Inilah peristiwa yang hingga kini masih menyimpan kontroversi. Utamanya adalah yang berhubungan dengan pertanyaan “Siapa dalang Gerakan 30 September 1965 sebenarnya?” Setidaknya terdapat enam teori mengenai peristiwa kudeta G30S tahun 1965 ini :
Gerakan 30 September merupakan persoalan
internal Angkatan Darat (AD)
Dikemukakan
antara lain oleh Ben Anderson, W.F.Wertheim, dan Coen Hotsapel, teori ini
menyatakan bahwa G30S hanyalah peristiwa yang timbul akibat adanya persoalan di
kalangan AD sendiri. Hal ini misalnya didasarkan pada pernyataan pemimpin
Gerakan, yaitu Letnan Kolonel Untung yang menyatakan bahwa para pemimpin AD
hidup bermewah-mewahan dan memperkaya diri sehingga mencemarkan nama baik AD.
Pendapat seperti
ini sebenarnya berlawanan dengan kenyataan yang ada. Jenderal Nasution
misalnya, Panglima Angkatan Bersenjata ini justru hidupnya sederhana
Dalang Gerakan 30 September adalah Dinas
Intelijen Amerika Serikat (CIA)
Teori ini
berasal antara lain dari tulisan Peter Dale Scott atau Geoffrey Robinson.

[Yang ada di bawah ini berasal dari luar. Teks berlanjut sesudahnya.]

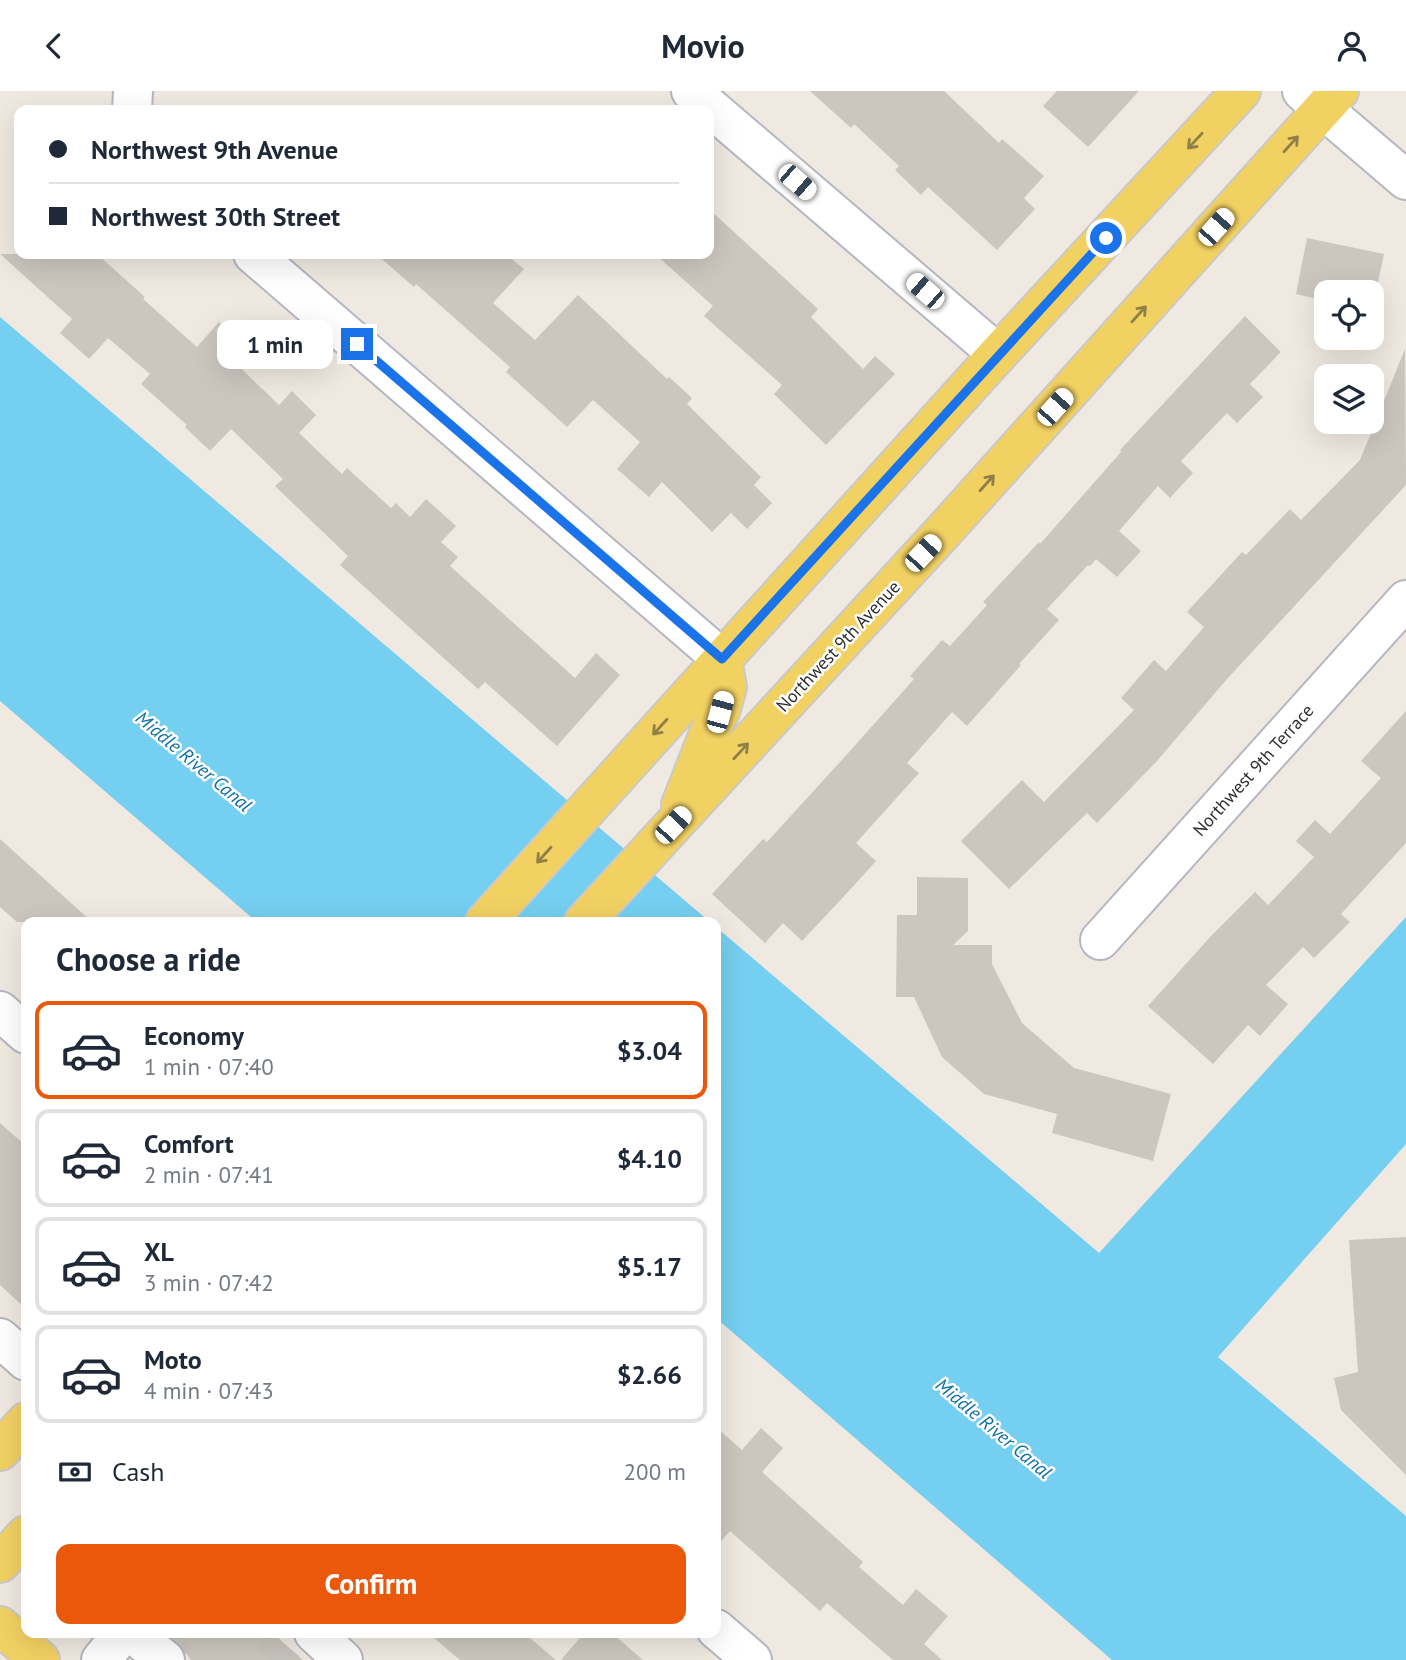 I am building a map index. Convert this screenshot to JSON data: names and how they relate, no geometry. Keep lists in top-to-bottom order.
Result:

Menurut teori ini AS sangat khawatir Indonesia jatuh ke tangan komunis. PKI
pada masa itu memang tengah kuat-kuatnya menanamkan pengaruh di Indonesia.
Karena itu CIA kemudian bekerjasama dengan suatu kelompok dalam tubuh AD untuk
memprovokasi PKI agar melakukan gerakan kudeta. Setelah itu, ganti PKI yang
dihancurkan. Tujuan akhir skenario CIA ini adalah menjatuhkan kekuasaan
Soekarno.
Gerakan 30 September merupakan pertemuan
antara kepentingan Inggris-AS
Menurut teori
ini G30S adalah titik temu antara keinginan Inggris yang ingin sikap
konfrontatif Soekarno terhadap Malaysia bisa diakhiri melalui penggulingan
kekuasaan Soekarno, dengan keinginan AS agar Indonesia terbebas dari komunisme.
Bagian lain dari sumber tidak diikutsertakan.